Algunas causas del declive de la natalidad en medio mundo

Natalidad.
Natalidad.

 

  

 Las razones de los grandes temores demográficos que arrancaron con Malthus han cambiado completamente de signo. Del miedo al exceso de población, estamos pasando al gran susto del envejecimiento. Los famosos informes del Club de Roma en los setenta dieron alas de progreso al control de nacimientos. Al contrario, la defensa de la natalidad se asociaba a la derecha reaccionaria y muy pronto a los extremismos emergentes. 

    Quienes no han actualizado su imaginario rechazarán por completo la llamada del presidente Macron al “rearme demográfico” de Francia. Probablemente lo incluirán en el argumentario para reprochar la evolución política hacia el centro, cuando no a la derecha. Con mayor motivo cuando, tras el gobierno interpartidista configurado tras la última crisis, Gabriel Attal ha sacrificado promesas en favor del medio ambiente para atemperar la revuelta agraria.
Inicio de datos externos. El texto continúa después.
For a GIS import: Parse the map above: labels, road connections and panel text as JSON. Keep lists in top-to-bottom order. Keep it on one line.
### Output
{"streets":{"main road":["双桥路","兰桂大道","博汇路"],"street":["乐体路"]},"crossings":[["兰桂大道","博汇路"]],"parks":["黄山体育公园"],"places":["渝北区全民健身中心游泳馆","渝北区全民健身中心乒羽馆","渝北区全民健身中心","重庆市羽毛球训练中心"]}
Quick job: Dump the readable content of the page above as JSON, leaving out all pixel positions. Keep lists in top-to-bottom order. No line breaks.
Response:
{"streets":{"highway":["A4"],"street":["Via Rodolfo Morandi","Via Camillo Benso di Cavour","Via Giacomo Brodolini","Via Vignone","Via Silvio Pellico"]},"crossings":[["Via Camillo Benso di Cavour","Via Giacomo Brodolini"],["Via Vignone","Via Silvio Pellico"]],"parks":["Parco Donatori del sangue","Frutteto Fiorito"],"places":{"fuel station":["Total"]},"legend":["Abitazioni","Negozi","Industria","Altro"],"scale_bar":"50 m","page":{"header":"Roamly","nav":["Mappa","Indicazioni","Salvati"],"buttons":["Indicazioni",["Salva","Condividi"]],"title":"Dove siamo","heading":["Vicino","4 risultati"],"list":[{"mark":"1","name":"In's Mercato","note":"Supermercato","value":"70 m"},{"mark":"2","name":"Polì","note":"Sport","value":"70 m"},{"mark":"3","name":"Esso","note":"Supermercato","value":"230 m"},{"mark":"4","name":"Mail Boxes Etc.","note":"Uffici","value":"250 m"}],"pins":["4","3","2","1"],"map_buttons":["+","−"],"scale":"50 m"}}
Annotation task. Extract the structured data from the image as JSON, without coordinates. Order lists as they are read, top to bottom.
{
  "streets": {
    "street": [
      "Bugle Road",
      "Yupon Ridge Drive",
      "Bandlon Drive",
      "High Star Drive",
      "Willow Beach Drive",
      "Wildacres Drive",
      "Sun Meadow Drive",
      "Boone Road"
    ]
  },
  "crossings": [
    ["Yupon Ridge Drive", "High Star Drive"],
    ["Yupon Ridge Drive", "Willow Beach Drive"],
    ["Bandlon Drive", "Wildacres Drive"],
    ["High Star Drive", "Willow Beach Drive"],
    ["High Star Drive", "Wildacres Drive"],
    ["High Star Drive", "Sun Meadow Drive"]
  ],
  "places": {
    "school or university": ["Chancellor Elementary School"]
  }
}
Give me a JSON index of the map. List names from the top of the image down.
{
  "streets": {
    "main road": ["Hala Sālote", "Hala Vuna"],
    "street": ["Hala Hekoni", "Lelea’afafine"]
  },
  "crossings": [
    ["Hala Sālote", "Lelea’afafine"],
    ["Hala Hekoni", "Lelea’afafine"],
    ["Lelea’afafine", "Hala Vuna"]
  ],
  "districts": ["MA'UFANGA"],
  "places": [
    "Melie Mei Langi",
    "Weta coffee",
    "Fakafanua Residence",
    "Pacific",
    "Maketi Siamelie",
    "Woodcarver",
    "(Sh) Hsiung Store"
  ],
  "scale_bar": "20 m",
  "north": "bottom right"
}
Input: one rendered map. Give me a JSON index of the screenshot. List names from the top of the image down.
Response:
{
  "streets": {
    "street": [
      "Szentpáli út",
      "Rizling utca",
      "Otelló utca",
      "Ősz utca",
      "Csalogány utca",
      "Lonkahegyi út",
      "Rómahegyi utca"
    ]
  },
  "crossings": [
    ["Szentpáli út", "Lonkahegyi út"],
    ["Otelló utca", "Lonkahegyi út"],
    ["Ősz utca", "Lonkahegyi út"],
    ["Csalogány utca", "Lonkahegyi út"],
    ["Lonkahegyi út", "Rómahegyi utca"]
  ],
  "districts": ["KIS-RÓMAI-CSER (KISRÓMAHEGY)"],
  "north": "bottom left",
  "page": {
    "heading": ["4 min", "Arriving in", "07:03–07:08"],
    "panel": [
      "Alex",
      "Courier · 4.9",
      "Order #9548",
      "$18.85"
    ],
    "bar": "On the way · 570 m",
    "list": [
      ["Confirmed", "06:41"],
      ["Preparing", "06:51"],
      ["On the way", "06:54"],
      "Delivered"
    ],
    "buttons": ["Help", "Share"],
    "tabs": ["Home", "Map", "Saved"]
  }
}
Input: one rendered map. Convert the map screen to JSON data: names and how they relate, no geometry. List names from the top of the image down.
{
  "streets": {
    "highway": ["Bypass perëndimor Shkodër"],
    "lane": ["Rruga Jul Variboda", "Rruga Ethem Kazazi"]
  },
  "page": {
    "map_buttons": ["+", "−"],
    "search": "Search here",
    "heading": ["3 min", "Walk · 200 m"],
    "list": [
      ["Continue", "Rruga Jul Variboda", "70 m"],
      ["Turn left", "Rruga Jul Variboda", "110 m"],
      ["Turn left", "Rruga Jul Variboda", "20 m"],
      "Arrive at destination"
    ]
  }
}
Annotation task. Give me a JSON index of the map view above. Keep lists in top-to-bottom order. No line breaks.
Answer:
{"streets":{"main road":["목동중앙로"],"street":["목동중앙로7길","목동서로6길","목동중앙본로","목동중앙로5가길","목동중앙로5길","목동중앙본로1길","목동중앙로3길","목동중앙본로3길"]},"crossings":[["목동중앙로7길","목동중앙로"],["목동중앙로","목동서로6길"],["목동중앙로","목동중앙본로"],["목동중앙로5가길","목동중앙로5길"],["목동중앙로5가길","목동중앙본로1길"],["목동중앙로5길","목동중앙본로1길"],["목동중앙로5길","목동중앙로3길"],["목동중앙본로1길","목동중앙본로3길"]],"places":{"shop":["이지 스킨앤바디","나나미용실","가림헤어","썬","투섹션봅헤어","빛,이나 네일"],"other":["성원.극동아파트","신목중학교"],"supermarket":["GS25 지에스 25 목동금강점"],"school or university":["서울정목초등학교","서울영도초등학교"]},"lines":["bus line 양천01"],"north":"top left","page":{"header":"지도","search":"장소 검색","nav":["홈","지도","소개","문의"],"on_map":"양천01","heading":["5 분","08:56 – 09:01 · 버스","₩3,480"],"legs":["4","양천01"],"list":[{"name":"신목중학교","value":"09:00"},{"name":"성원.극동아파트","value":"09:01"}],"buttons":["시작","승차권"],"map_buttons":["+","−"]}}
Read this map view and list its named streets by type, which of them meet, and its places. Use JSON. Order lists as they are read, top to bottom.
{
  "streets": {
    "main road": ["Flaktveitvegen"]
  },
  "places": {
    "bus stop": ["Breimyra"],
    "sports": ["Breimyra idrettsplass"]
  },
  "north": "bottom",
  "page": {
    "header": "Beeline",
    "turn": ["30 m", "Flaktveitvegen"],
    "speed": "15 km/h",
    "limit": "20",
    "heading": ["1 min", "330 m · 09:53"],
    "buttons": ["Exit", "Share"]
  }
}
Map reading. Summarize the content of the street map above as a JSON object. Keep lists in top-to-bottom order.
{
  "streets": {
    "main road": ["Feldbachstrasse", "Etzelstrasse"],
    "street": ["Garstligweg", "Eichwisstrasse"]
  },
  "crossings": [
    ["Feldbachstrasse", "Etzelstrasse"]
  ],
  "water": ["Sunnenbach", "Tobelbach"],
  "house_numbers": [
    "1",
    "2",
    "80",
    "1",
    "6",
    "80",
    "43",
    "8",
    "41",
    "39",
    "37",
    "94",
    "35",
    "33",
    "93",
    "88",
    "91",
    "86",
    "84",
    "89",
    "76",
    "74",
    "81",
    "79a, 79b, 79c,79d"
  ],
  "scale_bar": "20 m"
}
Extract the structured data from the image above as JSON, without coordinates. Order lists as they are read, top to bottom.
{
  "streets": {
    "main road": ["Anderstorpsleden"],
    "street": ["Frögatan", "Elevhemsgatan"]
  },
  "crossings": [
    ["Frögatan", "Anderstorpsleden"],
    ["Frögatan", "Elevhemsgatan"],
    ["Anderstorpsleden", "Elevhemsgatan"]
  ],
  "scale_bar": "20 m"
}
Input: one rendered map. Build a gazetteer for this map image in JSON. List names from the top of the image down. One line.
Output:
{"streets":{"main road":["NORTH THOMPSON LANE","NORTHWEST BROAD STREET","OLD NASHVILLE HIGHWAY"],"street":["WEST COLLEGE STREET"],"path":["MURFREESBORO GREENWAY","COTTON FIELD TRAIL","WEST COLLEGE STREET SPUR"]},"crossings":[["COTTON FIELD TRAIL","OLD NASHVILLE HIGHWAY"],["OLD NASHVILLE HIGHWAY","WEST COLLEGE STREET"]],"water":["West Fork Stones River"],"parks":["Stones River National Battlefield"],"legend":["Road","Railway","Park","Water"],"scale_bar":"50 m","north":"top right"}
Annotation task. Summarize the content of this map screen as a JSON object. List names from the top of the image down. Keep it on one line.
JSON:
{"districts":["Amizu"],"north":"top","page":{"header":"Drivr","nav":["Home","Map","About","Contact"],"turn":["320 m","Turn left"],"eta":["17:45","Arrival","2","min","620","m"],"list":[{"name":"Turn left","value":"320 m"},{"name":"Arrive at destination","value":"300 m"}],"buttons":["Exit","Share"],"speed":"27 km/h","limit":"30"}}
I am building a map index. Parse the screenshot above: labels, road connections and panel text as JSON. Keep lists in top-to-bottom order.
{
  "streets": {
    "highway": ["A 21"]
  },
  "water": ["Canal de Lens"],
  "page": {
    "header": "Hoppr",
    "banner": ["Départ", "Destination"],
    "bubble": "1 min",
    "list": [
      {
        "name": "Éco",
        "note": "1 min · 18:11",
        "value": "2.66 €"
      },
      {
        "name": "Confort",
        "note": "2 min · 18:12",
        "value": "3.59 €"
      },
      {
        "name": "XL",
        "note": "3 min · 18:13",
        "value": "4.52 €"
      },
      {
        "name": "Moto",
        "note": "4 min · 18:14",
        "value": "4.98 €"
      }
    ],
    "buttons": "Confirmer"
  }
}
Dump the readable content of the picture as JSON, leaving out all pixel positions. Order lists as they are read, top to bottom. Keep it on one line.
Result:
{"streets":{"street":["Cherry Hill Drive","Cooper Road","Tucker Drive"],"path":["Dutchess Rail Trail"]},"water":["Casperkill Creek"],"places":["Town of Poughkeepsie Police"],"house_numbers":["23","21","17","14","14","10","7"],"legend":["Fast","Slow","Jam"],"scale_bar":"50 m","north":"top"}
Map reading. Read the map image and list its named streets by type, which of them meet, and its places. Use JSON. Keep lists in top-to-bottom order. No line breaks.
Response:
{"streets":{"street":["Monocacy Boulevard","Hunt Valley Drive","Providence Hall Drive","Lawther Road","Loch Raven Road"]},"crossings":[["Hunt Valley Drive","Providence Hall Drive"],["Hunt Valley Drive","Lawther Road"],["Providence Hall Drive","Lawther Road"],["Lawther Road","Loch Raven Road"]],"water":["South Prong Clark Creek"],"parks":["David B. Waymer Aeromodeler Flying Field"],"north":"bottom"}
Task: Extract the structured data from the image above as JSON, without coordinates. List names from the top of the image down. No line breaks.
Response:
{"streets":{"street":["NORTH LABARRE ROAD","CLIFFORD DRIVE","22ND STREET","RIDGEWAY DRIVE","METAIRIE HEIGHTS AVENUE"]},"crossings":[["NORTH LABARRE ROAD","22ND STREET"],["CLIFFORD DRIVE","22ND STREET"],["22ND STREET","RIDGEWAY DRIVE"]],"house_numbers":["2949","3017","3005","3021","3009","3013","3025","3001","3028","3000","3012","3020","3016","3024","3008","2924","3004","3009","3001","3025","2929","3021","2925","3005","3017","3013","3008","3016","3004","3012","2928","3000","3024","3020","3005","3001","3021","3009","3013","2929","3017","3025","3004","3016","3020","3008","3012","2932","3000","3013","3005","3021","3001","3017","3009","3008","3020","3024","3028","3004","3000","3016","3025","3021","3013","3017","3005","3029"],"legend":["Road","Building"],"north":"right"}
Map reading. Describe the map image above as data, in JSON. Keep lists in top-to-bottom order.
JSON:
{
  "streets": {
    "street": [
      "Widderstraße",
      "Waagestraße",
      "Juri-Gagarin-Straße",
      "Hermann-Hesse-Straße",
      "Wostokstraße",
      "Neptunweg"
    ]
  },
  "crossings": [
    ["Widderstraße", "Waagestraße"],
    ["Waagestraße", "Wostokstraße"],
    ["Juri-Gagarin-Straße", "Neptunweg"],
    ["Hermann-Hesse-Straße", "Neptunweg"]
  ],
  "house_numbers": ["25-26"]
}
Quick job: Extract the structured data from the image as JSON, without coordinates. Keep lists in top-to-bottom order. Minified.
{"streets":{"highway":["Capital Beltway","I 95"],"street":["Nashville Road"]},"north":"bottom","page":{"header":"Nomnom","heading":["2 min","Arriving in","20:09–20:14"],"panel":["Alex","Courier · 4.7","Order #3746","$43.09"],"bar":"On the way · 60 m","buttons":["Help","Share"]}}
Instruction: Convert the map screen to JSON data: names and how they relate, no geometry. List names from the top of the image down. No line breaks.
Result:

    También por esto, los Verdes arreciarán en su crítica, convencidos como están de que el incremento de la población juega contra la conservación del medio ambiente: si se reprocha a los seres humanos la responsabilidad de la degradación ecológica, se impone el principio a más habitantes más polución. Como de costumbre, aplican la ley del embudo: las grandes acusaciones se dirigen a Europa, y excluyen por completo a China –la tercera parte de las emisiones mundiales de CO2-, a pesar de la caída en picado de la natalidad que ha obligado a derogar prohibiciones demográficas inhumanas.

    Si en algo coinciden viejas y nuevas políticas es en el miedo, la gran causa quizá de la disminución de nacimientos: un enorme temor –individual y colectivo-, derivado de las múltiples incertidumbres ante el futuro personal, laboral y social que llevan a un pesimismo antropológico cercano al nihilismo. En ese miedo influyen también los abundantes conflictos bélicos regionales, con el riesgo de provocar una nueva guerra mundial.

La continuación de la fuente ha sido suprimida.